◆ What you need to do:
Find all the lines in the entries below that hold the word "coordinates" and copy them.

◆ Record set:
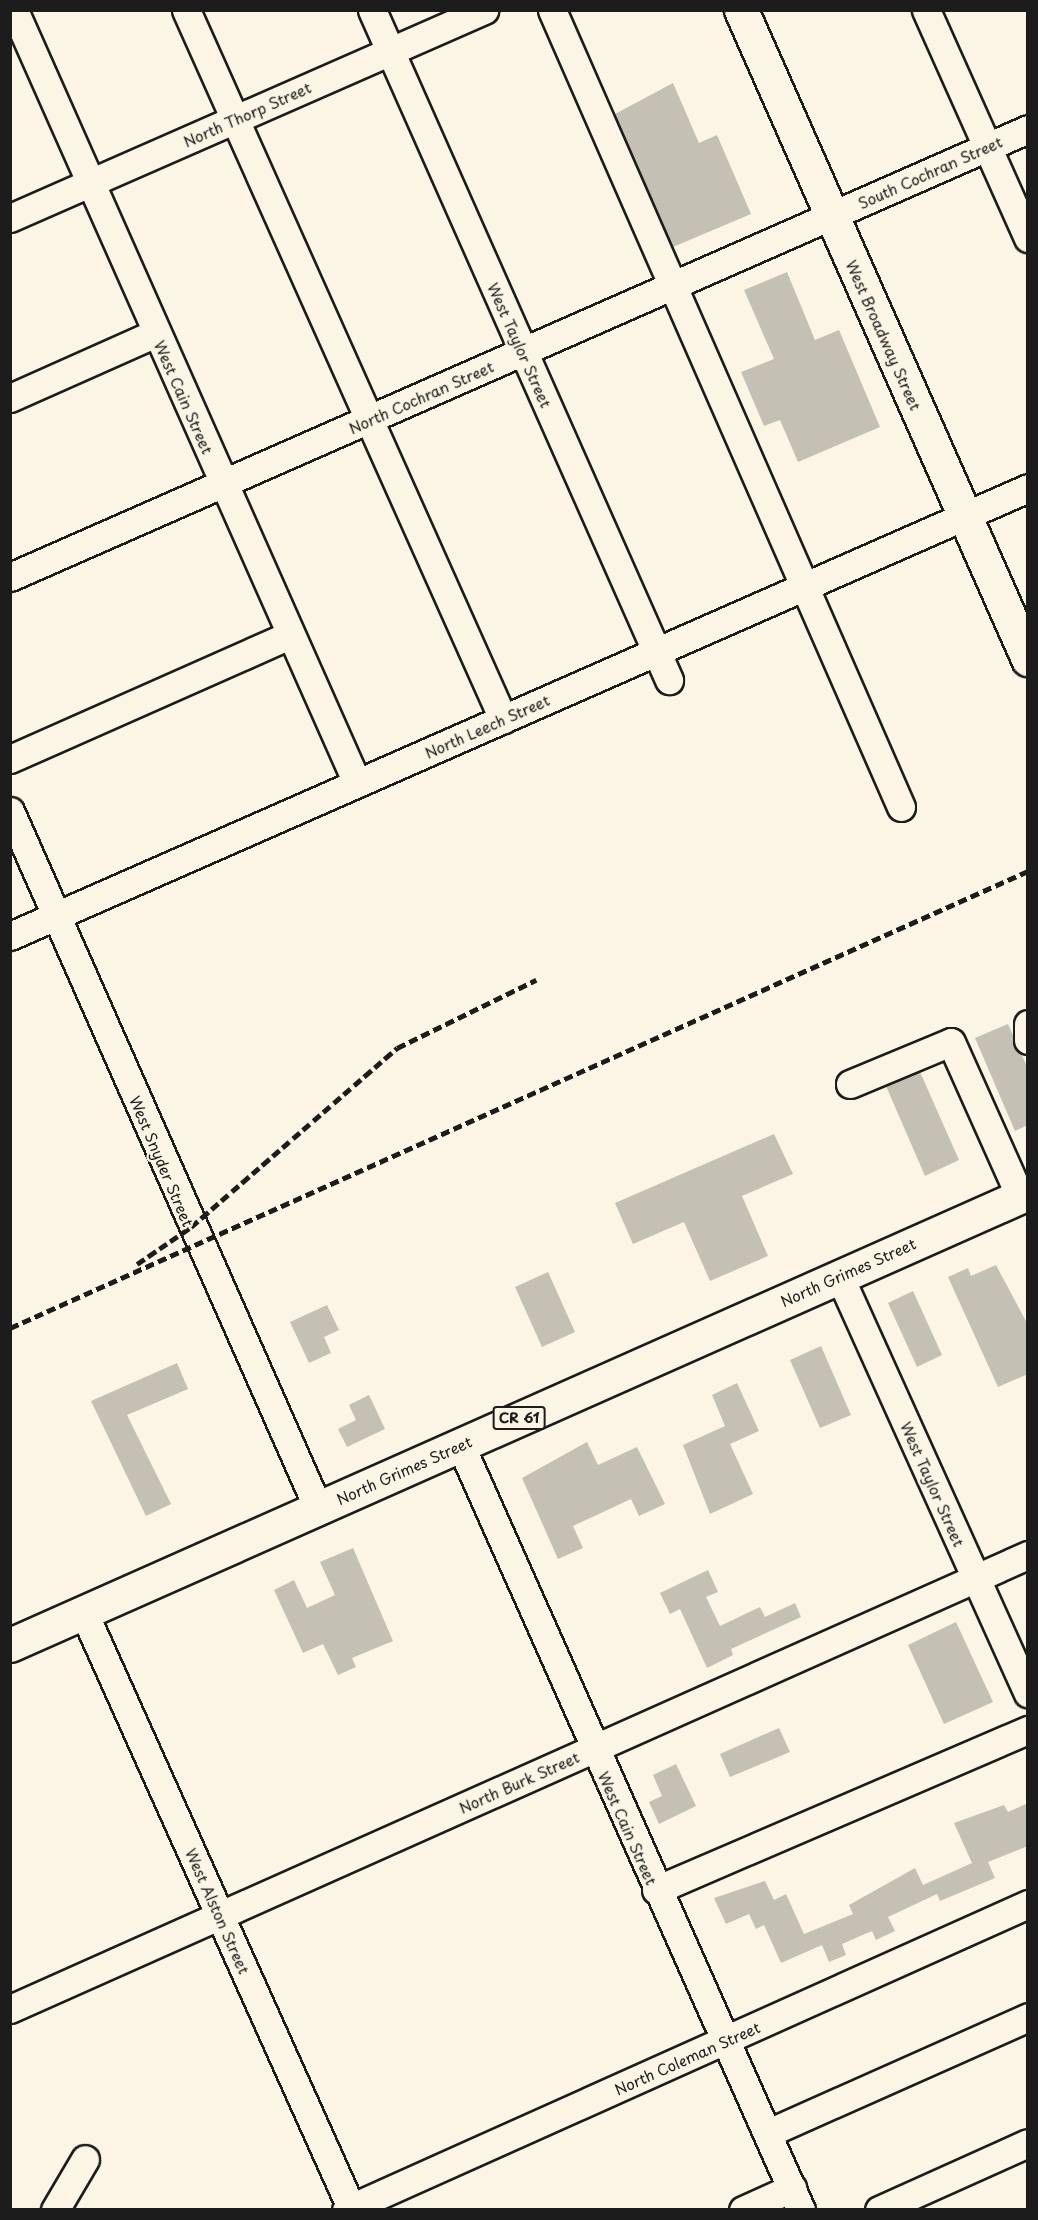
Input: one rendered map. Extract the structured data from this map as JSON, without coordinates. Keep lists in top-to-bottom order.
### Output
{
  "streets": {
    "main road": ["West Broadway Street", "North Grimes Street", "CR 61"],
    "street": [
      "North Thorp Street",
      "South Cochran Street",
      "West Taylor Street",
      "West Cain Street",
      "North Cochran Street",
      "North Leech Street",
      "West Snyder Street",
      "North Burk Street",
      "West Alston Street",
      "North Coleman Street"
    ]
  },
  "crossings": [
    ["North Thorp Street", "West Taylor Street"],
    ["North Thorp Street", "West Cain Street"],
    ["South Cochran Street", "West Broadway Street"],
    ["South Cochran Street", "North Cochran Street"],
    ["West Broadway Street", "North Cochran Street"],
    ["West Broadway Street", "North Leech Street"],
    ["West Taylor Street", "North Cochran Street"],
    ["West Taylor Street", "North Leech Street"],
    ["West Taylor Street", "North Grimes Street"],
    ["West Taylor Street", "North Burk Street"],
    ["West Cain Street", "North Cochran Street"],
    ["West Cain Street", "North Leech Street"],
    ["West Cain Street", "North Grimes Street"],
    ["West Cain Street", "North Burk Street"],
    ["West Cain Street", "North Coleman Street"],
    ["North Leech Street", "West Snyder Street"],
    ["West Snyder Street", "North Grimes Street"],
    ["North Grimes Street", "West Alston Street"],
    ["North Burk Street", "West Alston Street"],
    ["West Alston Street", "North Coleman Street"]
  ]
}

--

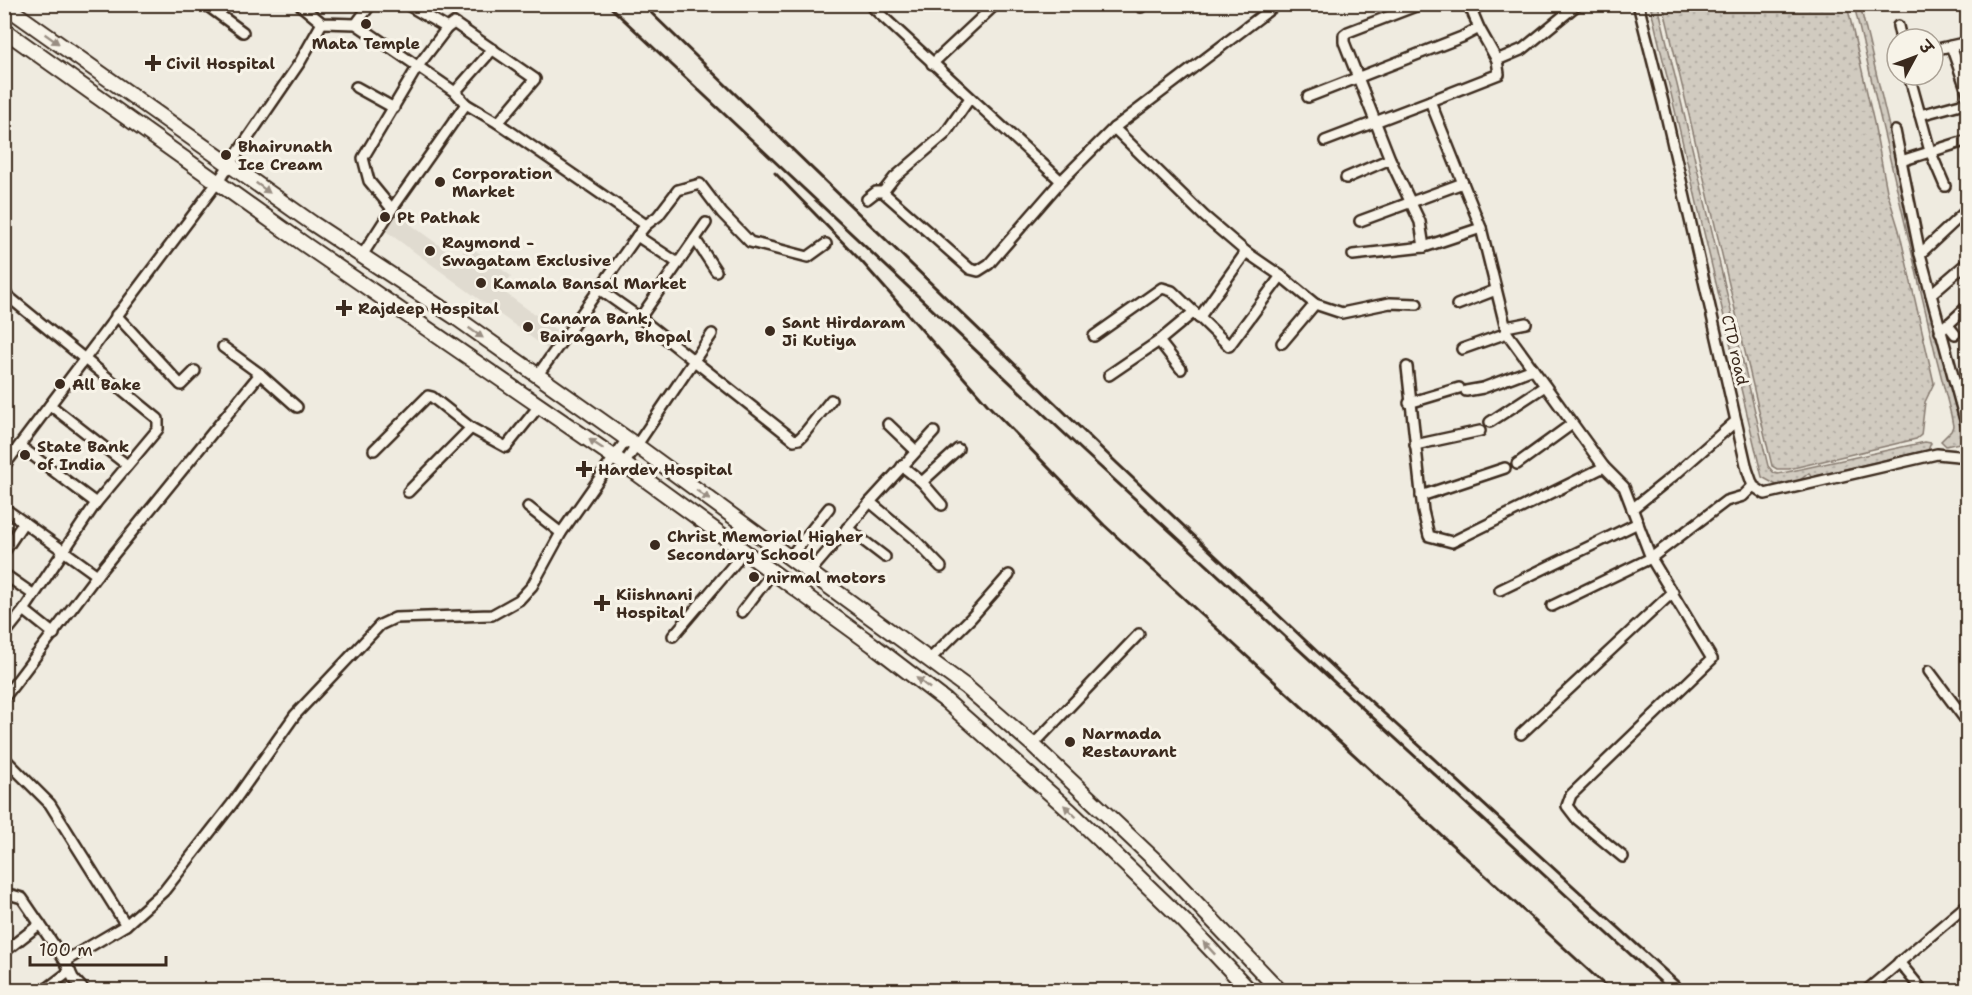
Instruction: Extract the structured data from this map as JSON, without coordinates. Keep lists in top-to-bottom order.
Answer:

◆ Problem solution:
Input: one rendered map. Extract the structured data from this map as JSON, without coordinates. Keep lists in top-to-bottom order.
Instruction: Extract the structured data from this map as JSON, without coordinates. Keep lists in top-to-bottom order.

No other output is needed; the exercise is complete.